Finishing up the ninth week of the semester, and the escalation shows no signs of slowing down. At this point in the competition, with all the markets filled, and shares within their confines limited, teams are struggling against one another to fill the percentages. This learning journal will follow Daudelin’s (1996) four step reflection process to break down the trials and tribulations of this week’s activities.
Following a string of consecutive failures leading up to last week, in which we gained an increase, the most recent rollover was set to reinforce the turnaround. To this end, we utilised our finances heavily, taking risks in order to hopefully boost us back into the competition. However, rather than bolster our shareholder value, it yet again dropped minutely, erasing the progress made last week.
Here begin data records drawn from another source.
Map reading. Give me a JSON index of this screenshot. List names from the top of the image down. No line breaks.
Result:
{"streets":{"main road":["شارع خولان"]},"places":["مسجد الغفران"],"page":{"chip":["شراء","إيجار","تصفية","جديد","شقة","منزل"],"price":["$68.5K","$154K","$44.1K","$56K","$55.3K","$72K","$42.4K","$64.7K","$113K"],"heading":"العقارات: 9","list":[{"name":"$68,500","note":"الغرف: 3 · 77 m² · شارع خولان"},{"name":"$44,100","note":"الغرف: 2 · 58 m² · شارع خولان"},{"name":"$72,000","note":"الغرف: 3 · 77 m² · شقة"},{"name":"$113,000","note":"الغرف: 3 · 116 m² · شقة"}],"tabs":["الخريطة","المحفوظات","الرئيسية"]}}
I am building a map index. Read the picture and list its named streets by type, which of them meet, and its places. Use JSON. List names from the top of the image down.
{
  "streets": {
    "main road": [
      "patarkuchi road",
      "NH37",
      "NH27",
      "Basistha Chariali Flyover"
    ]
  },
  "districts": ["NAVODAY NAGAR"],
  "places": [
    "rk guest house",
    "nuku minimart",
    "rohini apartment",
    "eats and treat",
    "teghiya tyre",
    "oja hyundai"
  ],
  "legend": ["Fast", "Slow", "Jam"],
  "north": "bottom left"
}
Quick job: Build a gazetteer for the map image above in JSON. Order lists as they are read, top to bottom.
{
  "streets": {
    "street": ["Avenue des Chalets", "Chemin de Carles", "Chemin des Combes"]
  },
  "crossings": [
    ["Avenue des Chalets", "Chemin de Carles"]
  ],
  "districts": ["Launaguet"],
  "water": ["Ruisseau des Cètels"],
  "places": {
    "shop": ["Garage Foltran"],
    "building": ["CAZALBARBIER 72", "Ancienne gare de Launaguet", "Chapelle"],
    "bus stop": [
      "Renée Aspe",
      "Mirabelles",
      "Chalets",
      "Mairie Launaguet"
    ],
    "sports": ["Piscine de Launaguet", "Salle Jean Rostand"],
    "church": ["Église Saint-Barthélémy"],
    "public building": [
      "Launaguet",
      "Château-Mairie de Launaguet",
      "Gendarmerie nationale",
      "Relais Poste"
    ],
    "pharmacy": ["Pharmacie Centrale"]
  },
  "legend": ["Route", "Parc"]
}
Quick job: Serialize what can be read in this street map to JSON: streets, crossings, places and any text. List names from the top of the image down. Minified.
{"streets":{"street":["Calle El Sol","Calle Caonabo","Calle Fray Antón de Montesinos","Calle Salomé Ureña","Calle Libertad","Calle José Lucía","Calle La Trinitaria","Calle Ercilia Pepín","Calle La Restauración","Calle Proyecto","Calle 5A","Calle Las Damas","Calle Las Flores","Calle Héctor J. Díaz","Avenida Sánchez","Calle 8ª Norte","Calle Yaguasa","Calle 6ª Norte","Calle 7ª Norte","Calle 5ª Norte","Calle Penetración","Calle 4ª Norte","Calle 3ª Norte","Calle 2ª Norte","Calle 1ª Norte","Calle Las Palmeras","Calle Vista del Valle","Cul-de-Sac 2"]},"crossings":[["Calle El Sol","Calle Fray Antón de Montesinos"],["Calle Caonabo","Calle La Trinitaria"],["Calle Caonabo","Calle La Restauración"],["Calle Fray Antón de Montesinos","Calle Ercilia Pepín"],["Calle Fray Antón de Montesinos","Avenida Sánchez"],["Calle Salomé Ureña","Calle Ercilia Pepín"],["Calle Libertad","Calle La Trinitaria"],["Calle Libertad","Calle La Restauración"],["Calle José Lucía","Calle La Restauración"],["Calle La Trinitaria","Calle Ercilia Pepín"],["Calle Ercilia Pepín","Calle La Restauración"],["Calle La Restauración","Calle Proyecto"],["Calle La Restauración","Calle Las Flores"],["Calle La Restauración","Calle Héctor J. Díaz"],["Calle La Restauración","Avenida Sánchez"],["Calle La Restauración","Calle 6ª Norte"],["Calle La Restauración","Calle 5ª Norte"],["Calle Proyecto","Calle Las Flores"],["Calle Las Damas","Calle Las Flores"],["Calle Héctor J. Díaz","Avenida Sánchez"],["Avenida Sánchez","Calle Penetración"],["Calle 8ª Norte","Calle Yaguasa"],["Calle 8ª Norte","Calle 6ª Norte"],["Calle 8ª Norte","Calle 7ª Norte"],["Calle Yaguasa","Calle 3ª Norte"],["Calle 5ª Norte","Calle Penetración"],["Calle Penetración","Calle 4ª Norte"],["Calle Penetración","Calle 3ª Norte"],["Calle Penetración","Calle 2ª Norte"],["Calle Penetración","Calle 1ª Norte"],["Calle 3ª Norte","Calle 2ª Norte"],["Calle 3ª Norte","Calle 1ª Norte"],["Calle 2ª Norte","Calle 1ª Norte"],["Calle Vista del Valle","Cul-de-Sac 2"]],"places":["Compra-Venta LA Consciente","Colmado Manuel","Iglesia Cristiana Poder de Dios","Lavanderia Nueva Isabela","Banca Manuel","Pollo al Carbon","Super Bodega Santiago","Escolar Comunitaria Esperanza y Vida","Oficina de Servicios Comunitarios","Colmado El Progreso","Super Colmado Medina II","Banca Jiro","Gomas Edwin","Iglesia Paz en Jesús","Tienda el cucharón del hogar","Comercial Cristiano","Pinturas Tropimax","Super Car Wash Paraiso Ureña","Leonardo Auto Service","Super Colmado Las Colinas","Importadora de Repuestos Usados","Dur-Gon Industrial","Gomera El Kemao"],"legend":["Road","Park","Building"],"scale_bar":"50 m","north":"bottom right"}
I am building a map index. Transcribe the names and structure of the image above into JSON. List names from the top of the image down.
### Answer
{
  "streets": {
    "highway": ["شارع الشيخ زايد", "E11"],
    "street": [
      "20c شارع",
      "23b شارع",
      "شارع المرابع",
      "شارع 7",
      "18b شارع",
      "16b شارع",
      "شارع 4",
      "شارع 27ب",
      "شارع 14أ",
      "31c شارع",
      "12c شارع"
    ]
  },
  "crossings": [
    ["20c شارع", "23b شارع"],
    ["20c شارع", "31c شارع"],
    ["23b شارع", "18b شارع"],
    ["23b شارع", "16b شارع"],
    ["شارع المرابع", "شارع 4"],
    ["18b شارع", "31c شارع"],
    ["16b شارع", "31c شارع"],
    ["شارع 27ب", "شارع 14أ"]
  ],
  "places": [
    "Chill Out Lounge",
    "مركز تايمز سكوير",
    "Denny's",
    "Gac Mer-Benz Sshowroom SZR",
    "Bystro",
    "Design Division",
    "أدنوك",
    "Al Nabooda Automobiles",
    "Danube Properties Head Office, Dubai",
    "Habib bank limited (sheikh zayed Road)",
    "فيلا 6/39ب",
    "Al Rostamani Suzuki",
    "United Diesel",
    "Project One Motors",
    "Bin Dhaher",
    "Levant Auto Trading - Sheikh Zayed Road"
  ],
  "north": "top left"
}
The key problem we faced for the shareholder drop was our over spending, as despite our increased profits brought around, the ratio of money spent against the money gained dropped. Many of the choices we made most likely were not beneficial enough to the business ventures for them to be worthwhile. As such the money was effectively wasted, due to the gamble we undertook failing. Buchanan and O’Connell (2006) describe risks as an inescapable part of making decisions, and as such all actions will have chances of failing. As such they describe that the company must analyse the cost of failing, not just the benefits of succeeding. More than this, the person taking the action needs to appraise whether the chance of success is worth the cost if it doesn’t. It is clear that we did not fully grasp the cost that we could, and did, face for our actions taken, and this resulted in the drop in shareholder value faced.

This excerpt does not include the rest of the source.